Allan Nairn Journalist Allan Nairn witnessed the massacre

On March 24, 2010 it was revealed that Nairn could be facing possible detention and criminal charges in Indonesia for revealing Indonesian Military assassinations of civilian activists. An Indonesian Military spokesperson told the Jakarta Globe that the military is considering legal actions against Nairn's publication.

In June 2013 Nairn and numerous other celebrities appeared in a video showing support for Chelsea Manning.

A June 27, 2014 report indicated that Mr. Nairn had been threatened with arrest for revealing the role of Indonesian presidential candidate Prabowo Subianto in human rights abuses.

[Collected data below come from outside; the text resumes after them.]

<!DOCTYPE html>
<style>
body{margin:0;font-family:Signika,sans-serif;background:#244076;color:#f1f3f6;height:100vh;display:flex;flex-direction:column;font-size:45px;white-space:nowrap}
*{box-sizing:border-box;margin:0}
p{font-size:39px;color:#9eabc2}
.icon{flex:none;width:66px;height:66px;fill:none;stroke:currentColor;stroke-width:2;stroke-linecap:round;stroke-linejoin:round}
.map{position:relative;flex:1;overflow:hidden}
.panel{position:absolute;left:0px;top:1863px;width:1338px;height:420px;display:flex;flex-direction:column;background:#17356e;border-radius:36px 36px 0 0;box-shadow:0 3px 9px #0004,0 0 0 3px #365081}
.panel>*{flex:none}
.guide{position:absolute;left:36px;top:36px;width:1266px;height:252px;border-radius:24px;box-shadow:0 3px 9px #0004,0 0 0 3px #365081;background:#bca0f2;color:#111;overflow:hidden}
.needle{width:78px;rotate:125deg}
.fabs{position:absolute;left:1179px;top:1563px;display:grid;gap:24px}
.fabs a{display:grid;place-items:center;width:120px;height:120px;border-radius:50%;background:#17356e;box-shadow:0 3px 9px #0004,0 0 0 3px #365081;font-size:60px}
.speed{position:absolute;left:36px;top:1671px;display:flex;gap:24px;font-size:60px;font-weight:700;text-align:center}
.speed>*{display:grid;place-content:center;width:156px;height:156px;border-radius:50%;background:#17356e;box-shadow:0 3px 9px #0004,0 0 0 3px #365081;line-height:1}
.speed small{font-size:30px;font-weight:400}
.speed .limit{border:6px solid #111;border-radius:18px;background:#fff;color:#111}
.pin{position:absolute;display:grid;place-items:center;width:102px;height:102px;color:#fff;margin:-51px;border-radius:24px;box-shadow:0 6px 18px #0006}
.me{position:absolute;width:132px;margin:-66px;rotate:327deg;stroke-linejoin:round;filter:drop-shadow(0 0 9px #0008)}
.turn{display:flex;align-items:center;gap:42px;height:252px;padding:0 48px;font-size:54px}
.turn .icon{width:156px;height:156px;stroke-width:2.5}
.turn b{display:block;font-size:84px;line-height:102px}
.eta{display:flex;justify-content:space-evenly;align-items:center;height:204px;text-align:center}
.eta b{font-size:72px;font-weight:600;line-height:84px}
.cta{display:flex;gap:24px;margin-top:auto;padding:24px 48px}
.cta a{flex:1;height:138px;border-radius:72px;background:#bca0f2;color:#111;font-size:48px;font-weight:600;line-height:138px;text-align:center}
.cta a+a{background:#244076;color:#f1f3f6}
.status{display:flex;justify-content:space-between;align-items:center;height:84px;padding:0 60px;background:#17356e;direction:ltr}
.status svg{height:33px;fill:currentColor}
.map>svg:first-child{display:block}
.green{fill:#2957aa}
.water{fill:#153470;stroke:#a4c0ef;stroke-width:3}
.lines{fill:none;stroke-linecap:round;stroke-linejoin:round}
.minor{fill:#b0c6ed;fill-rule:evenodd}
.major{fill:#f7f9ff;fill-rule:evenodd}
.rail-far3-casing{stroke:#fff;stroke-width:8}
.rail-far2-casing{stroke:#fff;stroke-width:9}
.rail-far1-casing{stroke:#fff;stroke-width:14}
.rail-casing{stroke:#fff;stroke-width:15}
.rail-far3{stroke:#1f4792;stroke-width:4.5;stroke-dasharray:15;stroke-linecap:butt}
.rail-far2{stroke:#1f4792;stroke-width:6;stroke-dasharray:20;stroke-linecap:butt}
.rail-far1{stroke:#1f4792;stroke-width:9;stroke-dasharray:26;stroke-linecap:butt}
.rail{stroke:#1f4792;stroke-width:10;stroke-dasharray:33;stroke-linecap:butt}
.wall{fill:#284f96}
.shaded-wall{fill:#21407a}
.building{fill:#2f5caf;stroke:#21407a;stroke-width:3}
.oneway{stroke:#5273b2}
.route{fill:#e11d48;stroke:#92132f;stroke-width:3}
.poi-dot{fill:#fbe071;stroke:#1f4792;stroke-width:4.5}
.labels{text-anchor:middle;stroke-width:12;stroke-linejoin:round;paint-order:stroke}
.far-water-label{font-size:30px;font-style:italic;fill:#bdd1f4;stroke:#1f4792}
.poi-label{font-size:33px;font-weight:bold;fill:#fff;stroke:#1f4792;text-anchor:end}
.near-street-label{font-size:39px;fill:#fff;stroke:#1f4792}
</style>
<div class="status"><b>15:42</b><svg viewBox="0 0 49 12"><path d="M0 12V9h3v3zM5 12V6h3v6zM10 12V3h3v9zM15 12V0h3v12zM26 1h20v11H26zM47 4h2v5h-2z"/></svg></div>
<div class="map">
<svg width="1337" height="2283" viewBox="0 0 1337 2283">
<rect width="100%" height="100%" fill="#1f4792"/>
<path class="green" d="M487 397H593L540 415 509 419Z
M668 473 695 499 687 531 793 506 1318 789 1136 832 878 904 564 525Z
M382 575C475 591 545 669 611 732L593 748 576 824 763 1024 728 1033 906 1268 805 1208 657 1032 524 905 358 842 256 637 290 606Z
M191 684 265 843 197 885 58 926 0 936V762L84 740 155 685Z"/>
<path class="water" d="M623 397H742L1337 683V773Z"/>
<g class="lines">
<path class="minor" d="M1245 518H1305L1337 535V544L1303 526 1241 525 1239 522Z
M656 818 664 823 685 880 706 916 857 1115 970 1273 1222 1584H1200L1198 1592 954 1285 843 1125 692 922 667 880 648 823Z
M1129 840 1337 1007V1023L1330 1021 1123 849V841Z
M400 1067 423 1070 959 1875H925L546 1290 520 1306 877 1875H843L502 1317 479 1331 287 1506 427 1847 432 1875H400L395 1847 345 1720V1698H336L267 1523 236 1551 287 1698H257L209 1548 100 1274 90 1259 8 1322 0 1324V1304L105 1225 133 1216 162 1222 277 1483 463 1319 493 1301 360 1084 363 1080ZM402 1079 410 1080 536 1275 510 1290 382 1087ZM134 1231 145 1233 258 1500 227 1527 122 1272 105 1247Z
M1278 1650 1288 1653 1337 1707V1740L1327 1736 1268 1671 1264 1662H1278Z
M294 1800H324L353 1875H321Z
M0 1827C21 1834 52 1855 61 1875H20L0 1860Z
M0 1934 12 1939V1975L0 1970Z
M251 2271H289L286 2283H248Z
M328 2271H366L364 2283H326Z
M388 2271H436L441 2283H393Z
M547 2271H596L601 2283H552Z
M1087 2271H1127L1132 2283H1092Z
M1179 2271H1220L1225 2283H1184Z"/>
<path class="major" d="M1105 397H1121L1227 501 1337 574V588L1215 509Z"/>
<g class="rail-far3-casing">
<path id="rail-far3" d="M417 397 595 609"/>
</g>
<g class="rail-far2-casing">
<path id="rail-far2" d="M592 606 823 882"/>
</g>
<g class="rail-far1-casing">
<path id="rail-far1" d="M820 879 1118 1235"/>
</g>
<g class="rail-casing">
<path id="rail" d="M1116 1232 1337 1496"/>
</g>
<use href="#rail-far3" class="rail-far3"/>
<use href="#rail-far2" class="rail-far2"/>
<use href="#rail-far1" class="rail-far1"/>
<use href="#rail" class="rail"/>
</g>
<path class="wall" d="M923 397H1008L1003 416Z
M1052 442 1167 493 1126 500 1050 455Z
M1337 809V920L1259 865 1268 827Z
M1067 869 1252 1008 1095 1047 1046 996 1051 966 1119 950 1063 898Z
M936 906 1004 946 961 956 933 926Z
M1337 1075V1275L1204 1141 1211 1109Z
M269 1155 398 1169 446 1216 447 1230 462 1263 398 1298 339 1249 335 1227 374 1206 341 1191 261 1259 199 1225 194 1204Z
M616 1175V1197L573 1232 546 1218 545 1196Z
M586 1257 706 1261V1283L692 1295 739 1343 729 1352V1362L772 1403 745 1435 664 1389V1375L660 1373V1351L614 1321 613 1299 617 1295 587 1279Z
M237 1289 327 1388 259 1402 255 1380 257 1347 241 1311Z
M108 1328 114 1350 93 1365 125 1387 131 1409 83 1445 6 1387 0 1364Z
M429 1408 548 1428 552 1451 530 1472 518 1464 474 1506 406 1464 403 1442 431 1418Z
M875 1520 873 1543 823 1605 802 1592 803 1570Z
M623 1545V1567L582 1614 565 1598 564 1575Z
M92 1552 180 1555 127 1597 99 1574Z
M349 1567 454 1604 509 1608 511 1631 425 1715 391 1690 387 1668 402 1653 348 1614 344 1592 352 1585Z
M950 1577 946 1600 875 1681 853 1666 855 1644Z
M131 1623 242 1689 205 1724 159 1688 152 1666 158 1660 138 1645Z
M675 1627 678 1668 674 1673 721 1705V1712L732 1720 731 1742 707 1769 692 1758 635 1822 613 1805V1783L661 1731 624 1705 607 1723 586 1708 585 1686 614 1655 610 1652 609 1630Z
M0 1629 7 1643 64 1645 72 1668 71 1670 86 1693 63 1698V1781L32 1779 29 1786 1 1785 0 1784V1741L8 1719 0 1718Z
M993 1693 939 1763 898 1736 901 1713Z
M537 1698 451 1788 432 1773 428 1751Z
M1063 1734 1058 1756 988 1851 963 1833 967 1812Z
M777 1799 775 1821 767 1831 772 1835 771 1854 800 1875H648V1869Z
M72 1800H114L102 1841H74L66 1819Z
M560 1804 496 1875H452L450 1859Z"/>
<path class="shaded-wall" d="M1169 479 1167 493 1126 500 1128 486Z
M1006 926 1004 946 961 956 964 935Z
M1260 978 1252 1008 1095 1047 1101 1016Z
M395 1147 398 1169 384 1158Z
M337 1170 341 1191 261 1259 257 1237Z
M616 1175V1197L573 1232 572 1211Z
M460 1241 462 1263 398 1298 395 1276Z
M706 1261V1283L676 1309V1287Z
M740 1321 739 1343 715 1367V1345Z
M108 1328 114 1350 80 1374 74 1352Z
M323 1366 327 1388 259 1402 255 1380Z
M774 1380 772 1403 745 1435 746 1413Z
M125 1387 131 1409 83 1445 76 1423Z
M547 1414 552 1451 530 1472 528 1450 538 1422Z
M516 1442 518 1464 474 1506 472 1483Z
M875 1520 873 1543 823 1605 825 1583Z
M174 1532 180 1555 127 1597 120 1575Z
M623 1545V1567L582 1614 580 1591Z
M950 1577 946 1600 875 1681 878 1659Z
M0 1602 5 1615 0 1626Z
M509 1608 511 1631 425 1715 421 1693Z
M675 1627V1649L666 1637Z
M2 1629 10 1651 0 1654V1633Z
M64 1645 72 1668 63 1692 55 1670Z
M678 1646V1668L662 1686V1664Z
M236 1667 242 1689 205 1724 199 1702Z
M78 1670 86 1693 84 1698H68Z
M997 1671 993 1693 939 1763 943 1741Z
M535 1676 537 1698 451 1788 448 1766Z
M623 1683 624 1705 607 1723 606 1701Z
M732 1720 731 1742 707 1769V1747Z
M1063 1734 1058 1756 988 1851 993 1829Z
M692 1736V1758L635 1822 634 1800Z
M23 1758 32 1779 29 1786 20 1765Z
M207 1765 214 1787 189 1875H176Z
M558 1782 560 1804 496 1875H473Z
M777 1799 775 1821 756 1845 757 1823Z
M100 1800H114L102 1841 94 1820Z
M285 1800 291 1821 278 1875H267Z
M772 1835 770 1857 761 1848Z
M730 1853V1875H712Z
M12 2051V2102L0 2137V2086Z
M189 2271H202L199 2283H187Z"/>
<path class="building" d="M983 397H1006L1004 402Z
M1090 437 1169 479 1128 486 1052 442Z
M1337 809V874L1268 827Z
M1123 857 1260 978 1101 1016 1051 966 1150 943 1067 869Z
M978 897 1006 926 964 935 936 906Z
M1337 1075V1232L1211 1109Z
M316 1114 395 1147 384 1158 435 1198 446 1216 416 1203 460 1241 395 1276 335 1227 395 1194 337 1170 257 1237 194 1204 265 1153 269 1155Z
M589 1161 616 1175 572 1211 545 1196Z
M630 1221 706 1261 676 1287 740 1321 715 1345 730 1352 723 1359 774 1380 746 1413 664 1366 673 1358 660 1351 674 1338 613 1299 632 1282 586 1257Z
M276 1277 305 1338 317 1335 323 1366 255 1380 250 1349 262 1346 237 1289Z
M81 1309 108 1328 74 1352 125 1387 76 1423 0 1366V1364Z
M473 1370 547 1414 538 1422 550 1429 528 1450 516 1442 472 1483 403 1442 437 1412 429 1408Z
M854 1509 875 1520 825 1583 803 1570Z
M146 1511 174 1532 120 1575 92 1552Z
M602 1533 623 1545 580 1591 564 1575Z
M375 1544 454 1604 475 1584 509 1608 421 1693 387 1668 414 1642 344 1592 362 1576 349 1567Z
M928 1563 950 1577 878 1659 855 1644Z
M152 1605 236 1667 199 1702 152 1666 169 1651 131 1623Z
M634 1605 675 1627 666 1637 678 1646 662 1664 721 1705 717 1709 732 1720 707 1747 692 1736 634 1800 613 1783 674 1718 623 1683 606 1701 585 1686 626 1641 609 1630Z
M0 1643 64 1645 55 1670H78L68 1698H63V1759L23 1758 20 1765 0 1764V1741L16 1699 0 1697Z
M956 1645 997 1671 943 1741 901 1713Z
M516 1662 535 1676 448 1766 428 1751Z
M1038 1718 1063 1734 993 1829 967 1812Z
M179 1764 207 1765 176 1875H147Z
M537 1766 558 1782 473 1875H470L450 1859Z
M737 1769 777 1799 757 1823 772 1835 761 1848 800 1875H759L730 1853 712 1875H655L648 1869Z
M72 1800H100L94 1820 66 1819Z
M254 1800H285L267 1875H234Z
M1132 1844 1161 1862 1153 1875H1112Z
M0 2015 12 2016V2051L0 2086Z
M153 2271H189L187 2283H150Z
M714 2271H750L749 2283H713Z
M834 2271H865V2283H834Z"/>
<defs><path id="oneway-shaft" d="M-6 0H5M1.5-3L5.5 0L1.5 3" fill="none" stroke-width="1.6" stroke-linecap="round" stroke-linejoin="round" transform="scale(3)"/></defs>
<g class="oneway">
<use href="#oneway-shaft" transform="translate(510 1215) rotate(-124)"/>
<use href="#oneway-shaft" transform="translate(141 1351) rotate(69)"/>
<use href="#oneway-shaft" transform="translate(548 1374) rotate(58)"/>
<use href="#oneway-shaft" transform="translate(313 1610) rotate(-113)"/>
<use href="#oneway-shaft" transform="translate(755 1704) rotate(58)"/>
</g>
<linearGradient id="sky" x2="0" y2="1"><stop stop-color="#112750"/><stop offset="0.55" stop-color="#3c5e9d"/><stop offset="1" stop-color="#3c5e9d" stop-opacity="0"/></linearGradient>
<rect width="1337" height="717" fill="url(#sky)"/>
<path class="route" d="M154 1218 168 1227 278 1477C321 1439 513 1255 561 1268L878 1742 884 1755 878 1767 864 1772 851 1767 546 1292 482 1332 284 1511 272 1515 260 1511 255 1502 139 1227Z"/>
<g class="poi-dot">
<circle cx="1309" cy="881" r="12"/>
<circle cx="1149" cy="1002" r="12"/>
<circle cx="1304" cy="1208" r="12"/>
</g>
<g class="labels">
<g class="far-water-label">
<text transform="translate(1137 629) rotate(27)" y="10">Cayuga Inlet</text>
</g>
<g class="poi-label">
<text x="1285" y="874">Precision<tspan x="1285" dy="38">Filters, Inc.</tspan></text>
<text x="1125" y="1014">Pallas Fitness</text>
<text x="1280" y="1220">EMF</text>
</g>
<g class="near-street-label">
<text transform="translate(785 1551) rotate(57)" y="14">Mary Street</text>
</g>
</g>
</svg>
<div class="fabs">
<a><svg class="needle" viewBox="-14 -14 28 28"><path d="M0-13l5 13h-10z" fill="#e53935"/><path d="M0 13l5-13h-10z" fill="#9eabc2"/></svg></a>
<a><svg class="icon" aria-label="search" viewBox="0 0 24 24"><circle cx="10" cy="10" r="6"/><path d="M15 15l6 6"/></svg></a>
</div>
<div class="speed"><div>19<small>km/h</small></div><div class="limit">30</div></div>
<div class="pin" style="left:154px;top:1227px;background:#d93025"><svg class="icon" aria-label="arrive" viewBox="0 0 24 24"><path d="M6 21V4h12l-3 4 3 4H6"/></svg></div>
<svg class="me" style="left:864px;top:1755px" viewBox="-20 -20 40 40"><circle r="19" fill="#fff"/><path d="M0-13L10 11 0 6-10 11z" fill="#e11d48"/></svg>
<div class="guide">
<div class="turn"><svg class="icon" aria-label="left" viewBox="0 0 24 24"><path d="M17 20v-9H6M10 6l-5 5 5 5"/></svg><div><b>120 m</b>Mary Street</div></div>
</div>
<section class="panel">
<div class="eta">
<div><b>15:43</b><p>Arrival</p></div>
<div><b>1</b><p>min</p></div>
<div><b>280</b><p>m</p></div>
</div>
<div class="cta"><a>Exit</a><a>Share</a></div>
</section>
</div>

On April 19th, 2017, the Intercept published an exposé researched and written by Mr Nairn warning that a cadre of Indonesian military officers had joined forces with an ISIS-affiliated "vigilante street movement" in order to unseat President Joko Widodo.

Awards

In 1993 Nairn and Amy Goodman received the Robert F. Kennedy Memorial First Prize for International Radio award for their reporting on East Timor. In 1994, Nairn won the George Polk Award for Journalism for Magazine Reporting. Also in 1994, Nairn received the James Aronson Award for Social Justice Journalism for his writing on Haiti for The Nation magazine.